DATA SUPPLIED:
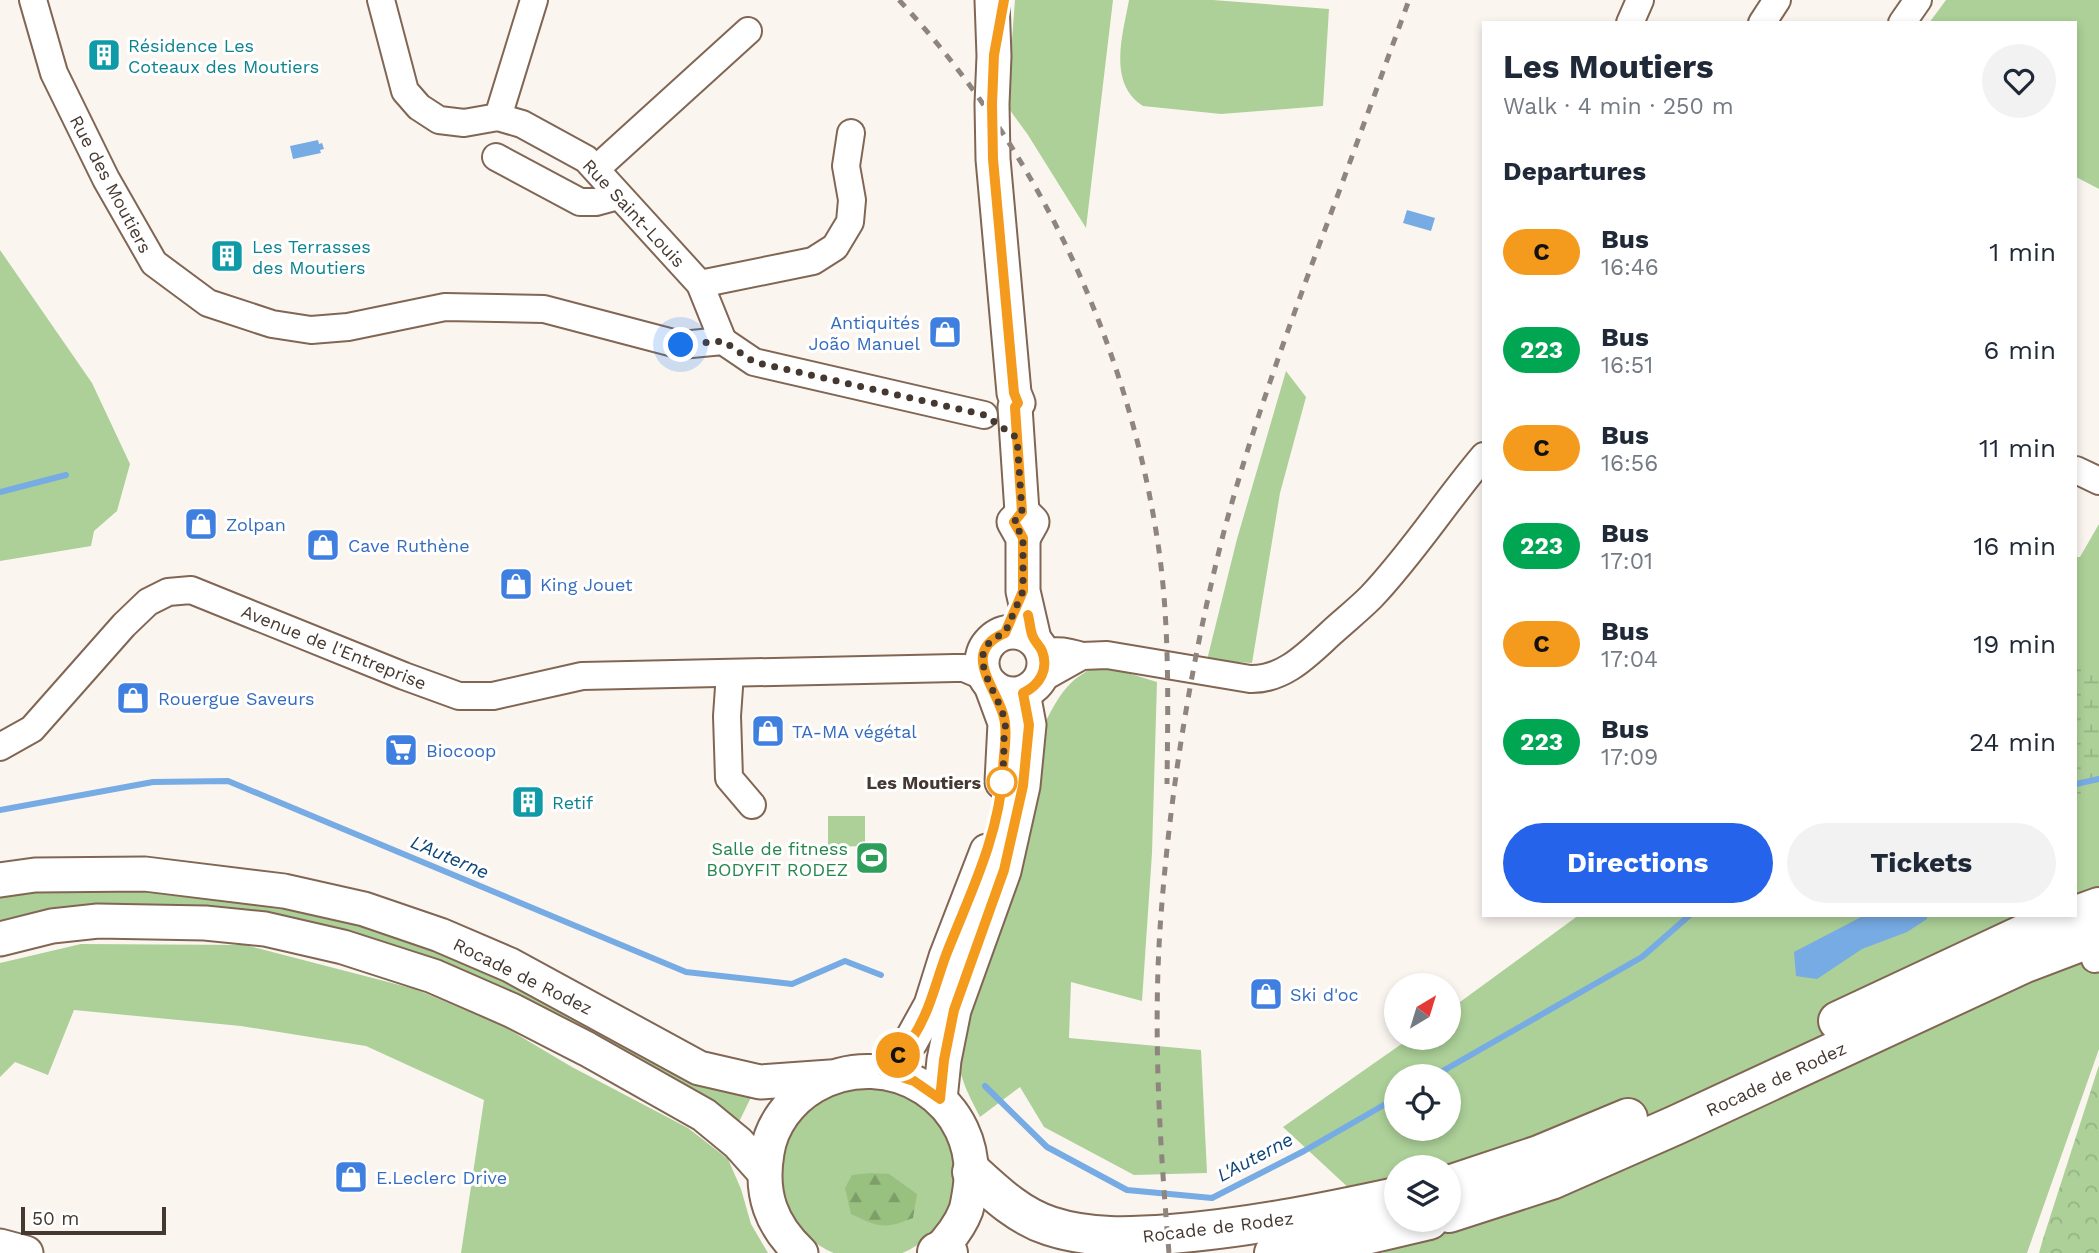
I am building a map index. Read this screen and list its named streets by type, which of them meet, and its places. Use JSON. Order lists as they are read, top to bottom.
{
  "streets": {
    "highway": ["Rocade de Rodez"],
    "street": ["Rue des Moutiers", "Rue Saint-Louis", "Avenue de l'Entreprise"]
  },
  "crossings": [
    ["Rue des Moutiers", "Rue Saint-Louis"]
  ],
  "water": ["L'Auterne"],
  "places": {
    "building": ["Résidence Les Coteaux des Moutiers", "Les Terrasses des Moutiers", "Retif"],
    "shop": [
      "Antiquités João Manuel",
      "Zolpan",
      "Cave Ruthène",
      "King Jouet",
      "Rouergue Saveurs",
      "TA-MA végétal",
      "Ski d'oc",
      "E.Leclerc Drive"
    ],
    "supermarket": ["Biocoop"],
    "other": ["Les Moutiers"],
    "sports": ["Salle de fitness BODYFIT RODEZ"]
  },
  "lines": ["bus line C"],
  "scale_bar": "50 m",
  "north": "top right",
  "page": {
    "on_map": "C",
    "heading": [
      ["Les Moutiers", "Walk · 4 min · 250 m"],
      "Departures"
    ],
    "list": [
      {
        "mark": "C",
        "name": "Bus",
        "note": "16:46",
        "value": "1 min"
      },
      {
        "mark": "223",
        "name": "Bus",
        "note": "16:51",
        "value": "6 min"
      },
      {
        "mark": "C",
        "name": "Bus",
        "note": "16:56",
        "value": "11 min"
      },
      {
        "mark": "223",
        "name": "Bus",
        "note": "17:01",
        "value": "16 min"
      },
      {
        "mark": "C",
        "name": "Bus",
        "note": "17:04",
        "value": "19 min"
      },
      {
        "mark": "223",
        "name": "Bus",
        "note": "17:09",
        "value": "24 min"
      }
    ],
    "buttons": ["Directions", "Tickets"],
    "scale": "50 m"
  }
}
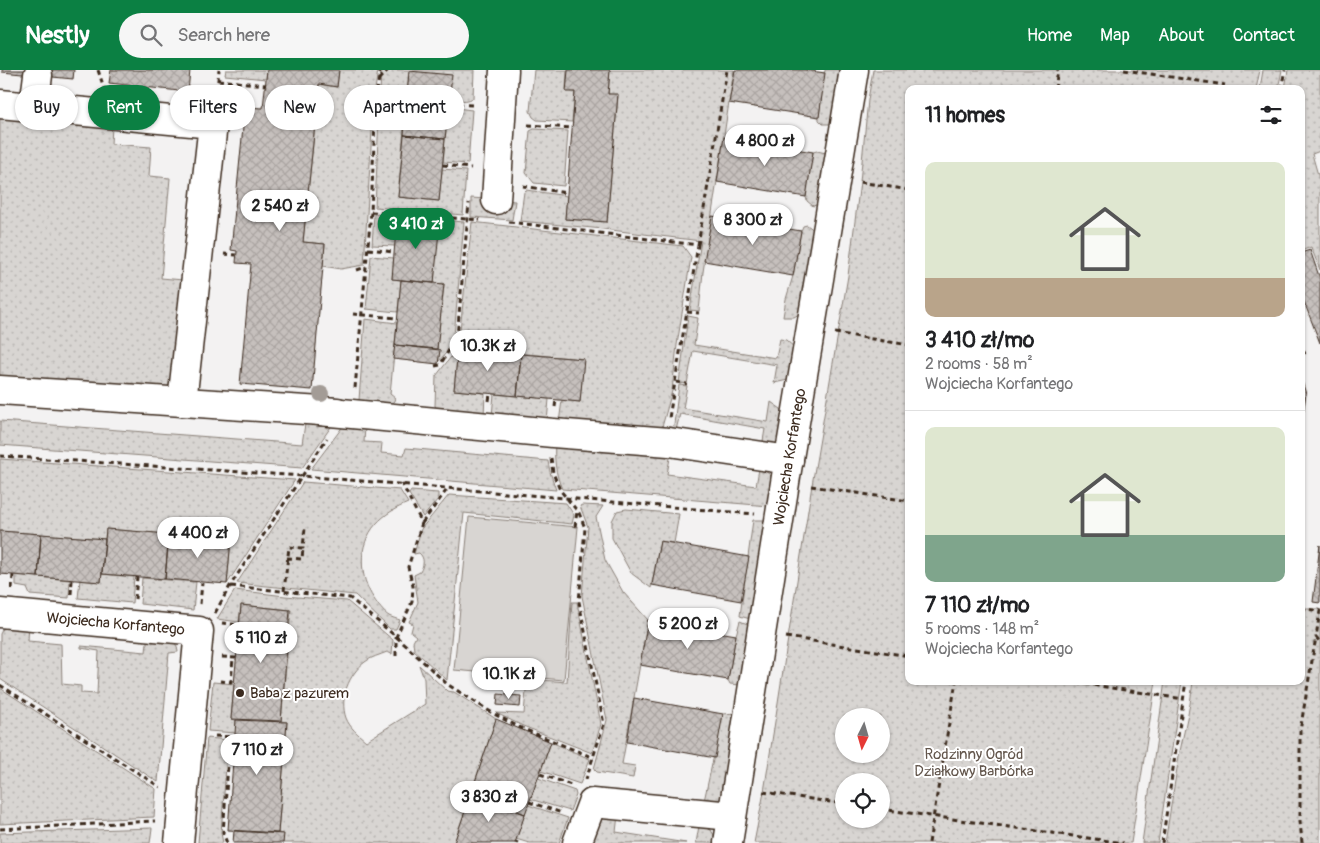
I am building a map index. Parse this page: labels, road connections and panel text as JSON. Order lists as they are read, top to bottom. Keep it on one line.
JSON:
{"streets":{"street":["Wojciecha Korfantego"]},"parks":["Rodzinny Ogród Działkowy Barbórka"],"places":["Baba z pazurem"],"north":"bottom","page":{"header":"Nestly","search":"Search here","nav":["Home","Map","About","Contact"],"chip":["Buy","Rent","Filters","New","Apartment"],"heading":"11 homes","price":["4 800 zł","2 540 zł","8 300 zł","3 410 zł","10.3K zł","4 400 zł","5 200 zł","5 110 zł","10.1K zł","7 110 zł","3 830 zł"],"list":[{"name":"3 410 zł/mo","note":"2 rooms · 58 m² · Wojciecha Korfantego"},{"name":"7 110 zł/mo","note":"5 rooms · 148 m² · Wojciecha Korfantego"}]}}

WHAT IS NEEDED:
Can the entries above be repeated exactly, without their pictures?

EXERCISE RESPONSE:
I am building a map index. Read this screen and list its named streets by type, which of them meet, and its places. Use JSON. Order lists as they are read, top to bottom.
{
  "streets": {
    "highway": ["Rocade de Rodez"],
    "street": ["Rue des Moutiers", "Rue Saint-Louis", "Avenue de l'Entreprise"]
  },
  "crossings": [
    ["Rue des Moutiers", "Rue Saint-Louis"]
  ],
  "water": ["L'Auterne"],
  "places": {
    "building": ["Résidence Les Coteaux des Moutiers", "Les Terrasses des Moutiers", "Retif"],
    "shop": [
      "Antiquités João Manuel",
      "Zolpan",
      "Cave Ruthène",
      "King Jouet",
      "Rouergue Saveurs",
      "TA-MA végétal",
      "Ski d'oc",
      "E.Leclerc Drive"
    ],
    "supermarket": ["Biocoop"],
    "other": ["Les Moutiers"],
    "sports": ["Salle de fitness BODYFIT RODEZ"]
  },
  "lines": ["bus line C"],
  "scale_bar": "50 m",
  "north": "top right",
  "page": {
    "on_map": "C",
    "heading": [
      ["Les Moutiers", "Walk · 4 min · 250 m"],
      "Departures"
    ],
    "list": [
      {
        "mark": "C",
        "name": "Bus",
        "note": "16:46",
        "value": "1 min"
      },
      {
        "mark": "223",
        "name": "Bus",
        "note": "16:51",
        "value": "6 min"
      },
      {
        "mark": "C",
        "name": "Bus",
        "note": "16:56",
        "value": "11 min"
      },
      {
        "mark": "223",
        "name": "Bus",
        "note": "17:01",
        "value": "16 min"
      },
      {
        "mark": "C",
        "name": "Bus",
        "note": "17:04",
        "value": "19 min"
      },
      {
        "mark": "223",
        "name": "Bus",
        "note": "17:09",
        "value": "24 min"
      }
    ],
    "buttons": ["Directions", "Tickets"],
    "scale": "50 m"
  }
}
I am building a map index. Parse this page: labels, road connections and panel text as JSON. Order lists as they are read, top to bottom. Keep it on one line.
JSON:
{"streets":{"street":["Wojciecha Korfantego"]},"parks":["Rodzinny Ogród Działkowy Barbórka"],"places":["Baba z pazurem"],"north":"bottom","page":{"header":"Nestly","search":"Search here","nav":["Home","Map","About","Contact"],"chip":["Buy","Rent","Filters","New","Apartment"],"heading":"11 homes","price":["4 800 zł","2 540 zł","8 300 zł","3 410 zł","10.3K zł","4 400 zł","5 200 zł","5 110 zł","10.1K zł","7 110 zł","3 830 zł"],"list":[{"name":"3 410 zł/mo","note":"2 rooms · 58 m² · Wojciecha Korfantego"},{"name":"7 110 zł/mo","note":"5 rooms · 148 m² · Wojciecha Korfantego"}]}}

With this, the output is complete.